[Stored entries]
# # #

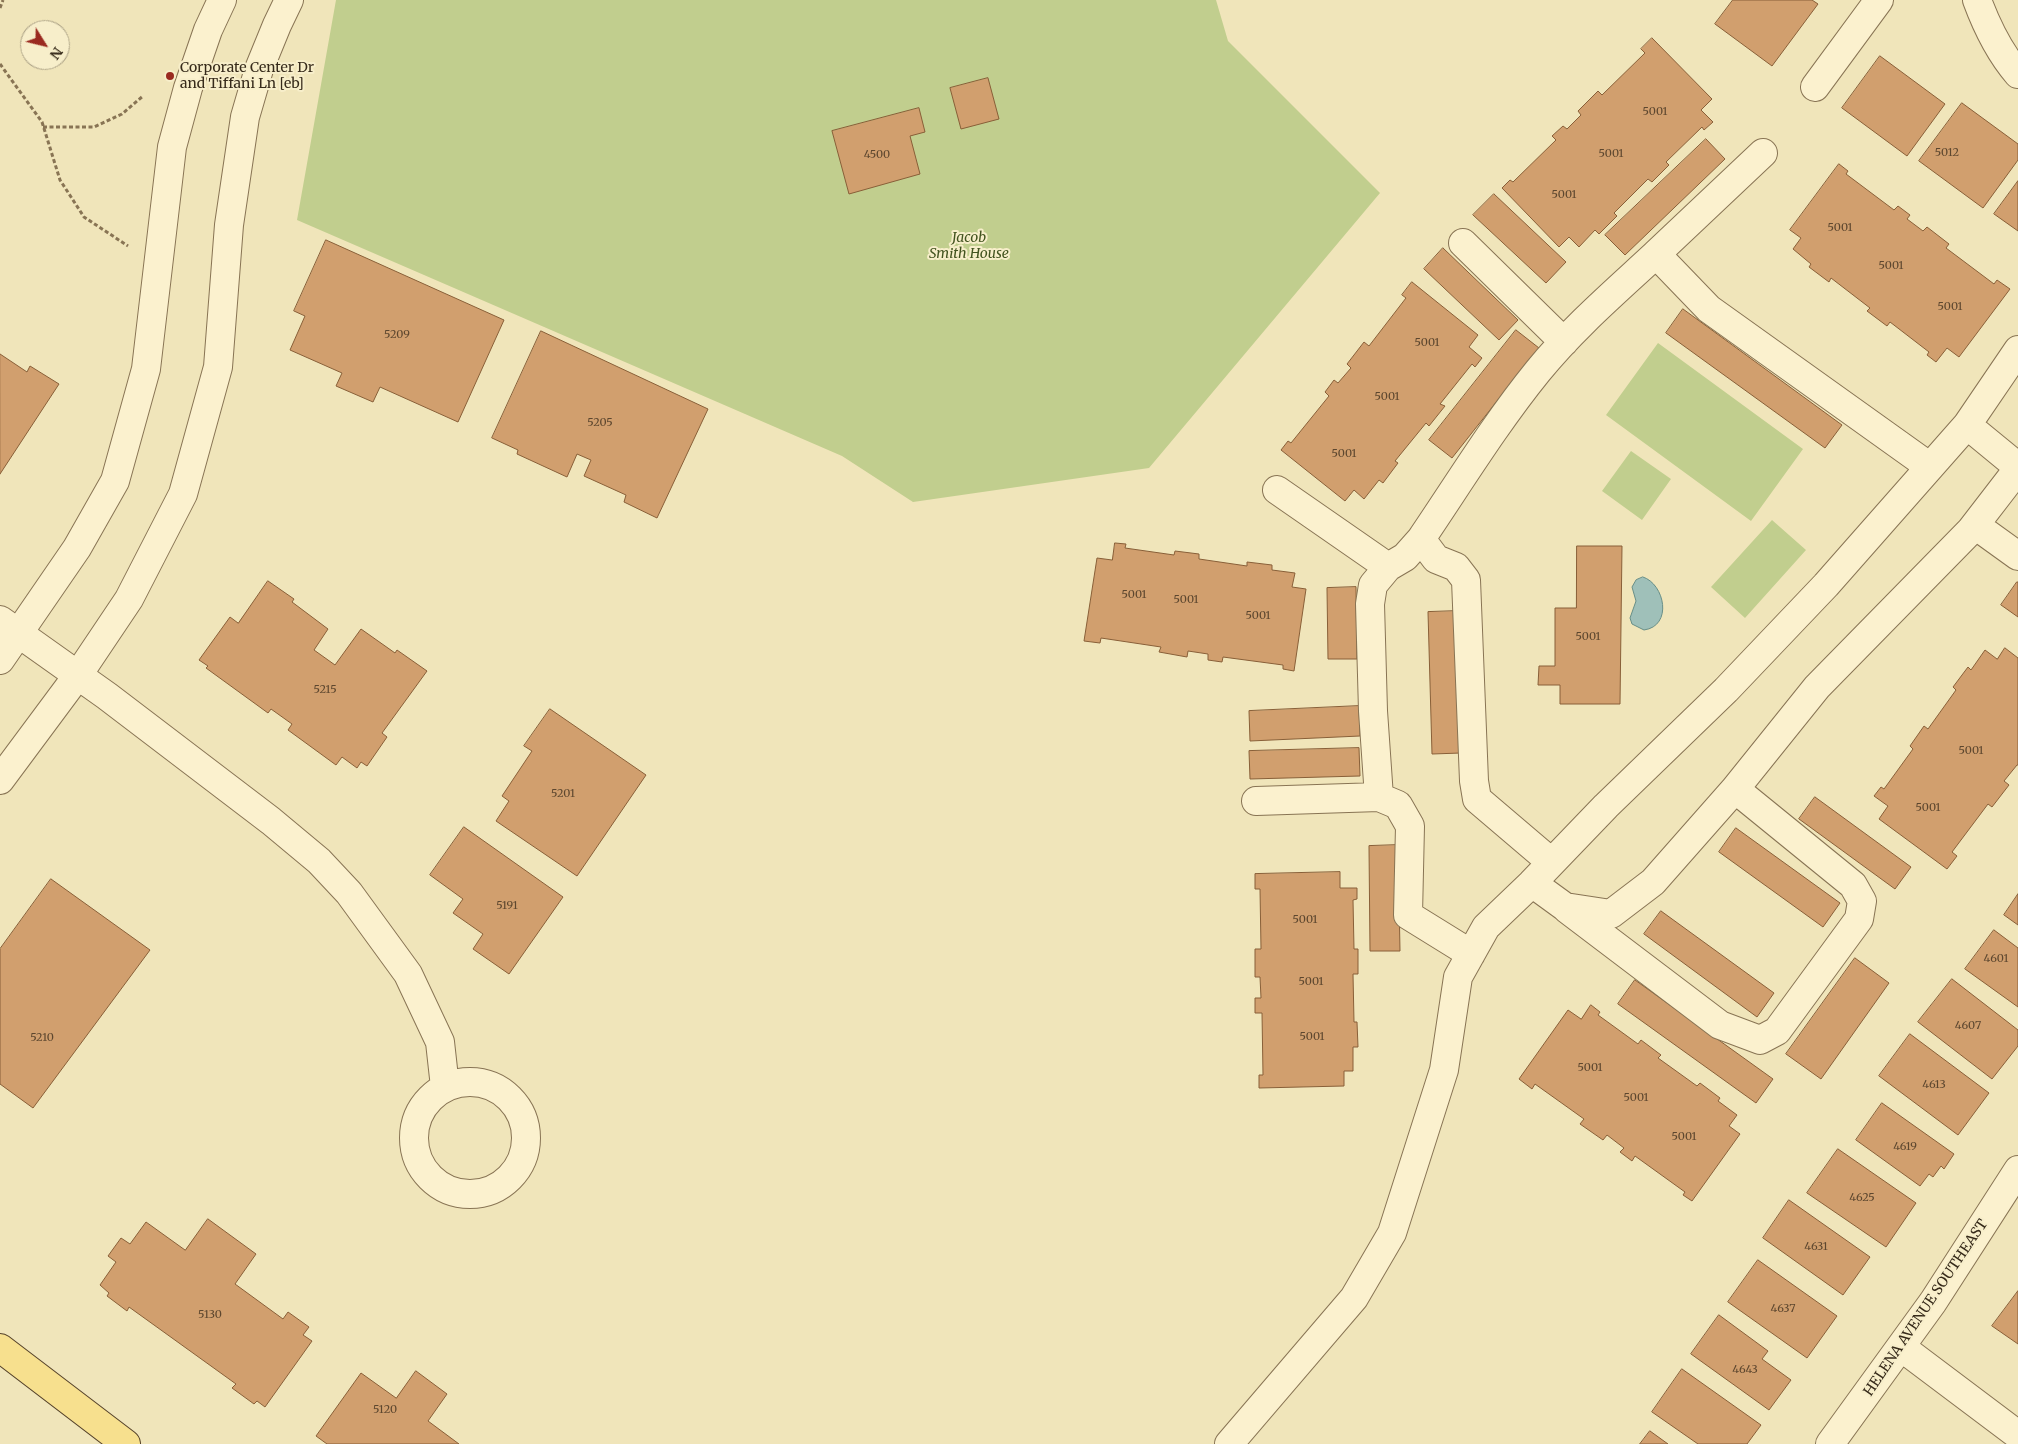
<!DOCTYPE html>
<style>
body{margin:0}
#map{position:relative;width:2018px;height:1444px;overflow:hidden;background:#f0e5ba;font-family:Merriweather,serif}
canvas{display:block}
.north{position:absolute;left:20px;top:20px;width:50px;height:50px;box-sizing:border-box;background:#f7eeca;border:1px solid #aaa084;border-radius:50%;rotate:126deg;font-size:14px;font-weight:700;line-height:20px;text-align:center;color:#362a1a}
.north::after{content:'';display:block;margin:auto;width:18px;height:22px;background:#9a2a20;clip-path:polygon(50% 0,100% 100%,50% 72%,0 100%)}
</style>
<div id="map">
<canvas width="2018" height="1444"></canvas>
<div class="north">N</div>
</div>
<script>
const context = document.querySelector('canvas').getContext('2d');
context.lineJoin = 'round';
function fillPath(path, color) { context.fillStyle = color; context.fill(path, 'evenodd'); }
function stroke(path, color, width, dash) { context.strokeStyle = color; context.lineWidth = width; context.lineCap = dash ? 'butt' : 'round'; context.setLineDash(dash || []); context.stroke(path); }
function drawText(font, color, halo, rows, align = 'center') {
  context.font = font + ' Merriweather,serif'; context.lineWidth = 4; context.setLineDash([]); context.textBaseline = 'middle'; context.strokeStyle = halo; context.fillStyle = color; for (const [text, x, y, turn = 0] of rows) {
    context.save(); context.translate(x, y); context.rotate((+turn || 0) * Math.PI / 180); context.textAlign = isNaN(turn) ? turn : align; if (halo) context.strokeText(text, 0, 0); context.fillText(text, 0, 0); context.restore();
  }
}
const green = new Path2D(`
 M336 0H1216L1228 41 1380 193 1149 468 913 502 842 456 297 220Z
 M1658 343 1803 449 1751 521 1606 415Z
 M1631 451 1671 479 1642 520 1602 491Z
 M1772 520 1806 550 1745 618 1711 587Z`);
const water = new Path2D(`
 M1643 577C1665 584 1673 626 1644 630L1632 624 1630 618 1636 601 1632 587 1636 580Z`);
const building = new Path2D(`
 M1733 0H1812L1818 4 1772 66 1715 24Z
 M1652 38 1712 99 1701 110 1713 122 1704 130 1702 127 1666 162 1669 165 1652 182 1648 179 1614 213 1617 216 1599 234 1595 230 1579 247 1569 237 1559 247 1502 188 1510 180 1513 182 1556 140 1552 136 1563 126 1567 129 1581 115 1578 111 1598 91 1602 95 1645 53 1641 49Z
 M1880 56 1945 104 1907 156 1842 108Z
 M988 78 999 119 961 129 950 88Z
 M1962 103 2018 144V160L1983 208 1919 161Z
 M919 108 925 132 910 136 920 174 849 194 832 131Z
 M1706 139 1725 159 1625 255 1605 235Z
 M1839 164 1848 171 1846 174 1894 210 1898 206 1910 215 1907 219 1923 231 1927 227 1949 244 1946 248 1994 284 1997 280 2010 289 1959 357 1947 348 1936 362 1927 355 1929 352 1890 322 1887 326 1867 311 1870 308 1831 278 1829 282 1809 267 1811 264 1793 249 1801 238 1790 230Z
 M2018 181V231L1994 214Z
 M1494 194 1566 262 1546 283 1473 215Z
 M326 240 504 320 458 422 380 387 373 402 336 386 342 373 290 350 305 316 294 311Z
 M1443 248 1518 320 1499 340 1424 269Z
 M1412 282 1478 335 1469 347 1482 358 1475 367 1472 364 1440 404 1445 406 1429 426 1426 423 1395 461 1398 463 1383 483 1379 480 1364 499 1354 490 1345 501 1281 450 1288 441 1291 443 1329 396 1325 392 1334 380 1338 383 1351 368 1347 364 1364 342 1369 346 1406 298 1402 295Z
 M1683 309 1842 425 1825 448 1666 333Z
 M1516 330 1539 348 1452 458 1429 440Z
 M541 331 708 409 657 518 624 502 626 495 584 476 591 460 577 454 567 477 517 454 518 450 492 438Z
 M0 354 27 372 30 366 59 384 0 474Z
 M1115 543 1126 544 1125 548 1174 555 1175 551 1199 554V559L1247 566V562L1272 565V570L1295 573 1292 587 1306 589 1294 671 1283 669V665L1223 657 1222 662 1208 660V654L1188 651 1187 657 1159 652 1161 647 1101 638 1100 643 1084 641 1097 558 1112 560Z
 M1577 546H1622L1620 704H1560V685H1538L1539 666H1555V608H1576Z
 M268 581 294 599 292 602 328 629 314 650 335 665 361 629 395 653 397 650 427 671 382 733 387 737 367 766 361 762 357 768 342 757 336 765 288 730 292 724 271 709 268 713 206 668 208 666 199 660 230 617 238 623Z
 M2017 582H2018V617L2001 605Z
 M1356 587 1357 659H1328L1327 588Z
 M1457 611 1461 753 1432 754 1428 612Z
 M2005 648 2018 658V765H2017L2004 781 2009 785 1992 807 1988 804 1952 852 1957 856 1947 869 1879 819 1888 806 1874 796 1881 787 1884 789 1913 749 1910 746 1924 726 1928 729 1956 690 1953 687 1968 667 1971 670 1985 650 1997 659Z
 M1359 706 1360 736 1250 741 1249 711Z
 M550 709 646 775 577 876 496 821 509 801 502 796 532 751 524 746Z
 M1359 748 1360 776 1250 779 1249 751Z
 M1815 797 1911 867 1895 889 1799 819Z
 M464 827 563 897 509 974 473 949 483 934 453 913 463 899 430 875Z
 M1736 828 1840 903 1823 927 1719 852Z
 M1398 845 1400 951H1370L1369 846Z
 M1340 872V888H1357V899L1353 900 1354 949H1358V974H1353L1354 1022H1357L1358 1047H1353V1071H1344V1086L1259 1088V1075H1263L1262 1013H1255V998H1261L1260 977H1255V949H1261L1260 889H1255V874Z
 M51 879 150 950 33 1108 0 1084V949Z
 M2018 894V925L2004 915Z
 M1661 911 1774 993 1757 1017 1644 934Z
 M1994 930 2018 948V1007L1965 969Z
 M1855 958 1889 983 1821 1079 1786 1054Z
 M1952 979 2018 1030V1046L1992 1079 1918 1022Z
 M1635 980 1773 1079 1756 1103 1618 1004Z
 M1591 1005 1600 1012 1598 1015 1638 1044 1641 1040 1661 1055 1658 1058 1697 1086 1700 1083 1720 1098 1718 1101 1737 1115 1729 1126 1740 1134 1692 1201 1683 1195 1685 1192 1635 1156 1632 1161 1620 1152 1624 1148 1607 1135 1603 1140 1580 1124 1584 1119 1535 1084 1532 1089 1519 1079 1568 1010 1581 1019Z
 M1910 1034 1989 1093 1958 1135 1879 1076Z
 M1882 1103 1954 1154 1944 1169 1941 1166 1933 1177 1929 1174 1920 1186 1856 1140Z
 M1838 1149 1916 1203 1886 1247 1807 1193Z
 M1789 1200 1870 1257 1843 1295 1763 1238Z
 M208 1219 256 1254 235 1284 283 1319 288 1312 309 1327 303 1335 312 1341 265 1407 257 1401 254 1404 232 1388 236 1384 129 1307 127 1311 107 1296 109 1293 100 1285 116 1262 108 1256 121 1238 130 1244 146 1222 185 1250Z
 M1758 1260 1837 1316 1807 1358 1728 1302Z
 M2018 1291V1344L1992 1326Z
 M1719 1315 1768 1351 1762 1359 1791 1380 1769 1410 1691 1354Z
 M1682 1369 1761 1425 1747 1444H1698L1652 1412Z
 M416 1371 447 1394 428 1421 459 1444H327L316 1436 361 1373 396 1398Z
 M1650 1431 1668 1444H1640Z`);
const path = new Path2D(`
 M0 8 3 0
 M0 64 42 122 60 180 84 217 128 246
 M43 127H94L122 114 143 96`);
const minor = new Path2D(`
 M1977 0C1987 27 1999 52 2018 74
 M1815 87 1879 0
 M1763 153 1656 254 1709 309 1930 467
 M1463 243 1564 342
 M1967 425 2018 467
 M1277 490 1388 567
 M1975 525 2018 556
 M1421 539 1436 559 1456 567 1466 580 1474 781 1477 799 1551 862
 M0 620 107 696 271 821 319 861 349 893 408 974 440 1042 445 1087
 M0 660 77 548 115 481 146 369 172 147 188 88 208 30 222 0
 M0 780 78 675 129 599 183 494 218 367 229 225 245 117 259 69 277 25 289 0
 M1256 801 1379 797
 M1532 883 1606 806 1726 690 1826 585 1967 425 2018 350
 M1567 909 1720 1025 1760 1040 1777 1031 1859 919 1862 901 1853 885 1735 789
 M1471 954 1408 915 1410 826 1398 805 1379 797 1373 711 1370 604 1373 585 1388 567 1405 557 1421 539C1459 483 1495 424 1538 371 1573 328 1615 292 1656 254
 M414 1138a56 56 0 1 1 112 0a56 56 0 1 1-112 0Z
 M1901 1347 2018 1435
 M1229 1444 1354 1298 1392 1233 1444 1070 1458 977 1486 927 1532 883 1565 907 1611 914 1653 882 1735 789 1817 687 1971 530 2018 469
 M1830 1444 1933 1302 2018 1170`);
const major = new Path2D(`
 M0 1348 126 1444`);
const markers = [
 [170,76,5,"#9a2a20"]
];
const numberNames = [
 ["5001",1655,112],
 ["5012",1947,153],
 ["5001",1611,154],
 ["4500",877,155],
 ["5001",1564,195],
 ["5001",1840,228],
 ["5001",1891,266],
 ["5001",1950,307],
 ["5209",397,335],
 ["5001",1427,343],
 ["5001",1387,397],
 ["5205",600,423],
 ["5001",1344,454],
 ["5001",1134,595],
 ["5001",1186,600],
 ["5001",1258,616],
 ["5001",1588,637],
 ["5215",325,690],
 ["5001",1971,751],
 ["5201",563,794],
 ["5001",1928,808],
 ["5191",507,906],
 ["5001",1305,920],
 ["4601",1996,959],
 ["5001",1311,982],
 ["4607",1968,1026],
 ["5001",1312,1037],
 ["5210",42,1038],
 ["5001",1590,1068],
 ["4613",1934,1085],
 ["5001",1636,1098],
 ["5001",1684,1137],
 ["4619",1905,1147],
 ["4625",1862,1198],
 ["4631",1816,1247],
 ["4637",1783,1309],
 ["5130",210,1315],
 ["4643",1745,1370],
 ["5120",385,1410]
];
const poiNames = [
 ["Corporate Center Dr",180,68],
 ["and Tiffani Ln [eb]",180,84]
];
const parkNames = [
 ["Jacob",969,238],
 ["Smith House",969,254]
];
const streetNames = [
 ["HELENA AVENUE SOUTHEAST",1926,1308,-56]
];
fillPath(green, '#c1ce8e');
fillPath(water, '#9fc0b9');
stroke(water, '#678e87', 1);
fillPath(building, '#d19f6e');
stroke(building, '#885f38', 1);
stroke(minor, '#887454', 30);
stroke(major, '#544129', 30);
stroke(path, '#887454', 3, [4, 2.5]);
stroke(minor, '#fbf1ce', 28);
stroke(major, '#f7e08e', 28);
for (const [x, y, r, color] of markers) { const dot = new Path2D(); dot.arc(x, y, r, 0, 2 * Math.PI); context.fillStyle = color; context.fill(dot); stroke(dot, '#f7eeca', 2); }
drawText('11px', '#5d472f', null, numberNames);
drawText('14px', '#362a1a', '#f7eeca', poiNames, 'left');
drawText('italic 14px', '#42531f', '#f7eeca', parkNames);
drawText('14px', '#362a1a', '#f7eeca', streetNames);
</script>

# # #

Among the lines above, return those that hold the word "rows".

function drawText(font, color, halo, rows, align = 'center') {
  context.font = font + ' Merriweather,serif'; context.lineWidth = 4; context.setLineDash([]); context.textBaseline = 'middle'; context.strokeStyle = halo; context.fillStyle = color; for (const [text, x, y, turn = 0] of rows) {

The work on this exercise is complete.